Am 25.08.2011 11:39, schrieb Stephen J. Turnbull:
"Martin v. Löwis" writes:
No, that's explicitly *not* what C6 says. Instead, it says that a process that treats s1 and s2 differently shall not assume that others will do the same, i.e. that it is ok to treat them the same even though they have different code points. Treating them differently is also conforming.
Then what requirement does C6 impose, in your opinion?
In IETF terminology, it's a weak SHOULD requirement. Unless there are reasons not to, equivalent strings should be treated differently.

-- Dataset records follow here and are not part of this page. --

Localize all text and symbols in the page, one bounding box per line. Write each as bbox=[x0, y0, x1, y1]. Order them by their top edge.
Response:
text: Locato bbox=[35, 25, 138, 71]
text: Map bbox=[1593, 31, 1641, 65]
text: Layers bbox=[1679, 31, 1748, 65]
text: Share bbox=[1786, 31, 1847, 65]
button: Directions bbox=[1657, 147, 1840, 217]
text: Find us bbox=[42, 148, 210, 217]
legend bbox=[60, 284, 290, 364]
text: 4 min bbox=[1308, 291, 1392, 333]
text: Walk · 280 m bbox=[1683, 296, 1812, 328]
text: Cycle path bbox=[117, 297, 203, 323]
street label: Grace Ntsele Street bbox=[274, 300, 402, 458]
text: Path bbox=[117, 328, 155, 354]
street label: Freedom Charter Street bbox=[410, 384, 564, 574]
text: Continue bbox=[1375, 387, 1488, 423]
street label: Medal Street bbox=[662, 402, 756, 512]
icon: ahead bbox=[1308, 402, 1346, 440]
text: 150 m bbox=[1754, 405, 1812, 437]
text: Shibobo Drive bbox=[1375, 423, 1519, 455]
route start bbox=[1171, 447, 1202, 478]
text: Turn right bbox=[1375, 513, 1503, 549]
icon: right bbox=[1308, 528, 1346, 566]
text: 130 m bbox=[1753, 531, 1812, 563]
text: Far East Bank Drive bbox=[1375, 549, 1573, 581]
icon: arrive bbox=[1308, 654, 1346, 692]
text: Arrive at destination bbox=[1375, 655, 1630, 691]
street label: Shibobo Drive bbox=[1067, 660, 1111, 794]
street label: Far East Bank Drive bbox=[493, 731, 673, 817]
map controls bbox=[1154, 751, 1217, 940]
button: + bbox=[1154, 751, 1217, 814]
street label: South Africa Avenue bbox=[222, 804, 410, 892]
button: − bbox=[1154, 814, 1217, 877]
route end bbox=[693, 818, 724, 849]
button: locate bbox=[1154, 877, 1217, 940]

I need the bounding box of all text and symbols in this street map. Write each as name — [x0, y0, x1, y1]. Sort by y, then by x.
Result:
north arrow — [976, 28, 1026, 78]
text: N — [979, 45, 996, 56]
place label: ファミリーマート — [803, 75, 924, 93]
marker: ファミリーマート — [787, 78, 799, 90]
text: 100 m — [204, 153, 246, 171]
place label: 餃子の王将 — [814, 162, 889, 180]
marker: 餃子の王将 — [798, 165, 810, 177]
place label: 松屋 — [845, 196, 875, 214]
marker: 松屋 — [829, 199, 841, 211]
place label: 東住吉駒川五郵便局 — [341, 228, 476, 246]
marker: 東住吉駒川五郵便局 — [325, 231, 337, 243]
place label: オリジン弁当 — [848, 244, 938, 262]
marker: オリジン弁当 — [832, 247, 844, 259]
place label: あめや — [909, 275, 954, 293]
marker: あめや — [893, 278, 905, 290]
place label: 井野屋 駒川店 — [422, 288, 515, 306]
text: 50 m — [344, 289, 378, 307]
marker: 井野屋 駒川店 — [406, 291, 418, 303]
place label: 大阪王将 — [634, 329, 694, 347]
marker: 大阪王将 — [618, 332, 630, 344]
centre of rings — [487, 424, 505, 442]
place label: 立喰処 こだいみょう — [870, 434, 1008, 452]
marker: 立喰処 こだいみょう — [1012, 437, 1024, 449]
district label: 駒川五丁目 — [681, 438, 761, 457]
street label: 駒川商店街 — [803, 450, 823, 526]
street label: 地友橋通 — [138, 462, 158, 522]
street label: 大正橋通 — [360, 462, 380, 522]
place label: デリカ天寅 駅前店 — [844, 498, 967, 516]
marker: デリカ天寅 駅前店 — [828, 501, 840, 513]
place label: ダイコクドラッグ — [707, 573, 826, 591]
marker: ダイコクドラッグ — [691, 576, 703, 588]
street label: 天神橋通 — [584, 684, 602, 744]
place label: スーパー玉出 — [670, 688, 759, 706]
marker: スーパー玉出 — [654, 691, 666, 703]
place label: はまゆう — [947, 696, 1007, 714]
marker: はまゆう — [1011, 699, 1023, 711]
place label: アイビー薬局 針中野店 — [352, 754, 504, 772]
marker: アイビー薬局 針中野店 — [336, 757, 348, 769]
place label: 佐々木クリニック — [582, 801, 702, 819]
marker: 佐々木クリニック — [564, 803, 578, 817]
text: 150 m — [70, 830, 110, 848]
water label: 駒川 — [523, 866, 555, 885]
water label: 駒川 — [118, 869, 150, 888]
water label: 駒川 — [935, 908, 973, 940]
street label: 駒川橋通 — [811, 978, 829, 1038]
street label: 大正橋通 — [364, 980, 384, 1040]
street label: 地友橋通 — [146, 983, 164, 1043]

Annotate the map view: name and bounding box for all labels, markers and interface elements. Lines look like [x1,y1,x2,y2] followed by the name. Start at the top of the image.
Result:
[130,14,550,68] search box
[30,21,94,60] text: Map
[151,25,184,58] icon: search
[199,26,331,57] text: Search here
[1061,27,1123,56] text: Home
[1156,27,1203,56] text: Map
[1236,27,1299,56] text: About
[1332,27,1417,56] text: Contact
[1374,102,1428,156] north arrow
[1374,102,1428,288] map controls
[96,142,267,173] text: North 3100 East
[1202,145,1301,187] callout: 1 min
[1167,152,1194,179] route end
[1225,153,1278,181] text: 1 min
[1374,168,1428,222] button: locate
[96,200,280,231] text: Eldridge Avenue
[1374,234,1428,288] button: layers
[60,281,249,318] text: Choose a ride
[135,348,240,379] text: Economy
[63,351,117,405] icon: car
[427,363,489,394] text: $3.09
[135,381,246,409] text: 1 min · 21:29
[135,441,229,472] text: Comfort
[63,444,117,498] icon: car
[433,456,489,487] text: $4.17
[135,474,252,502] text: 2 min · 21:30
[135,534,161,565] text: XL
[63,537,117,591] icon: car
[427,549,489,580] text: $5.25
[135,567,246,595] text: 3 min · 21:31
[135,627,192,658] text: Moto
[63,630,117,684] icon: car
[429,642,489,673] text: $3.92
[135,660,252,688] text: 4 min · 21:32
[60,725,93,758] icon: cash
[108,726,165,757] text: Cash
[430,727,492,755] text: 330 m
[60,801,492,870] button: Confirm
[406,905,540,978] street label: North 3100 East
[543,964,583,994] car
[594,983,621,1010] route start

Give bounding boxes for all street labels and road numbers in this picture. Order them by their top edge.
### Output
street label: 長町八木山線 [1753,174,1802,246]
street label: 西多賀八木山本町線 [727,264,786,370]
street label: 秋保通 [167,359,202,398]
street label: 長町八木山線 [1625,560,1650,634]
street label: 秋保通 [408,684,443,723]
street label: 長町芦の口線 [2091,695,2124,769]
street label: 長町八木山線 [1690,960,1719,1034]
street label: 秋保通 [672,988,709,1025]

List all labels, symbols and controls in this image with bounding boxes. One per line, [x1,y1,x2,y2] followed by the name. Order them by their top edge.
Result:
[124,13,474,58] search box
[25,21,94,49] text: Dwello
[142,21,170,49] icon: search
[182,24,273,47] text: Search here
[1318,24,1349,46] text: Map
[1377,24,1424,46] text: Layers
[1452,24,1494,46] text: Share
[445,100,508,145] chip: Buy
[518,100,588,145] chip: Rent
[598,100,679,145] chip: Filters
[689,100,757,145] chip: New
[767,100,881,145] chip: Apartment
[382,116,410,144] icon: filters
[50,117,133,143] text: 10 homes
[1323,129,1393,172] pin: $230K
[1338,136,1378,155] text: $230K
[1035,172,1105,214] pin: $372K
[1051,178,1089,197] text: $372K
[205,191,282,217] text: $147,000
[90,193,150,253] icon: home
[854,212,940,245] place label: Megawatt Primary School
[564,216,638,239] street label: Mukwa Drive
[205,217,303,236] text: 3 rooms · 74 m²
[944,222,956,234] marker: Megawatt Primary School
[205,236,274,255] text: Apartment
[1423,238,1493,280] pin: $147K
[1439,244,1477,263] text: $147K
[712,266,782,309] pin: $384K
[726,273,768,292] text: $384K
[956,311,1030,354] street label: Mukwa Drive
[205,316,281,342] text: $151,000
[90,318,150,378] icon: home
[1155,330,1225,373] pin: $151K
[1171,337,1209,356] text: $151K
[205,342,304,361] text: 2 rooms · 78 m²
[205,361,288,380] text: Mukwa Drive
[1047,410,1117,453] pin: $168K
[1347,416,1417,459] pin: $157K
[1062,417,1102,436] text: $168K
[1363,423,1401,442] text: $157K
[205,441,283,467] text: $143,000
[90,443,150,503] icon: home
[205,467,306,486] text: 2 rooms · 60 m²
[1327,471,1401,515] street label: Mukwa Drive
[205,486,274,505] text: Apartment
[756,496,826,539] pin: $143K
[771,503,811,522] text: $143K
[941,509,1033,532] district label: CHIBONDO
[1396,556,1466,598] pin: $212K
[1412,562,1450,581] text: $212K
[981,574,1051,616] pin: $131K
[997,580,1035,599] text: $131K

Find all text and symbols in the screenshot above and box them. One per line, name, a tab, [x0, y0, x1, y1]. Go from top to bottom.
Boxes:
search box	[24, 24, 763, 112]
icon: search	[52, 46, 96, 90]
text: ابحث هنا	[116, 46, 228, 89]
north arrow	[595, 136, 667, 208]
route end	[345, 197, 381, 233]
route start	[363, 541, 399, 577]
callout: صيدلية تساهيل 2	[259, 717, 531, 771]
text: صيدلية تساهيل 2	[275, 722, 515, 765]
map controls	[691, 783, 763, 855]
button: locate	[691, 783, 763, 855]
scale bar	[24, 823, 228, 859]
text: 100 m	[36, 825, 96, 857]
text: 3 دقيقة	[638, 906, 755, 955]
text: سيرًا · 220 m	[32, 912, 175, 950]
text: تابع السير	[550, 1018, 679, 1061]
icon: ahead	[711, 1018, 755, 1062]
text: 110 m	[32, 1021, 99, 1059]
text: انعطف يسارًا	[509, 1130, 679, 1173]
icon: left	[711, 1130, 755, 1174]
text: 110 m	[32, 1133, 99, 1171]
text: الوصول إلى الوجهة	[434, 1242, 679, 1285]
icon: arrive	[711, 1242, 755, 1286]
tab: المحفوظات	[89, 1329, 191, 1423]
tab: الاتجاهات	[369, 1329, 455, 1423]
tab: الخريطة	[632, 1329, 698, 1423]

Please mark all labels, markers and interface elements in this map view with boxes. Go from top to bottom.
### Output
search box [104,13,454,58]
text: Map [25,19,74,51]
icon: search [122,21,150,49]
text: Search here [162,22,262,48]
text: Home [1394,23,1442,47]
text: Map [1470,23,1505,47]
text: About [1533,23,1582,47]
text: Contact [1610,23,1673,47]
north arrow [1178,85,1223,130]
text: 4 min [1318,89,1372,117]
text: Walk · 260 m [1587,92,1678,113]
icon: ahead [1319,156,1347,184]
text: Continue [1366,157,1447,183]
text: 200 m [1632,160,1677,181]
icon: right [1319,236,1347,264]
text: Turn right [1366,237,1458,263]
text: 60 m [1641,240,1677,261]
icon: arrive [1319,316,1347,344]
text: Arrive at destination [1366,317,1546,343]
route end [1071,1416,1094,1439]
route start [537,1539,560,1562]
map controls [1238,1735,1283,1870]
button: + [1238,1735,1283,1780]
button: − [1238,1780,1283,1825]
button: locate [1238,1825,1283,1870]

It's a weak requirement because the reasons not to treat them equivalent are wide-spread.
- Ideally, an implementation would *always* interpret two canonical-equivalent sequences *identically*. There are practical circumstances under which implementations may reasonably distinguish them. (Emphasis mine.)
Ok, so let me put emphasis on *ideally*. They acknowledge that for practical reasons, the equivalent strings may need to be distinguished.
The examples given are things like "inspecting memory representation structure" (which properly speaking is really outside of Unicode conformance) and "ignoring collation behavior of combining sequences outside the repertoire of a specified language." That sounds like "Special cases aren't special enough to break the rules. Although practicality beats purity." to me. Treating things differently is an exceptional case, that requires sufficient justification.
And the common justification is efficiency, along with the desire to support the representation of unnormalized strings (else there would be an efficient implementation).
If our process is working with an external process (the OS's file system driver) whose definition includes the statement that "File names are sequences of Unicode characters", then C6 says our process must compare canonically equivalent sequences that it takes to be file names as the same, whether or not they are in the same normalized form, or normalized at all, because we can't assume the file system will treat them as different.
It may well happen that this requirement is met in a plain Python application. If the file system and GUI libraries always return NFD strings, then the Python process *will* compare equivalent sequences correctly (since it won't ever get any other representations).
*Users* will certainly take the viewpoint that two strings that display the same on their monitor should identify the same file when they use them as file names.
Yes, but that's the operating system's choice first of all. Some operating systems do allow file names in a single directory that are equivalent yet use different code points. Python then needs to support this operating system, despite the permission of the Unicode standard to ignore the difference.
I'm simply saying that the current implementation of strings, as improved by PEP 393, can not be said to be conforming.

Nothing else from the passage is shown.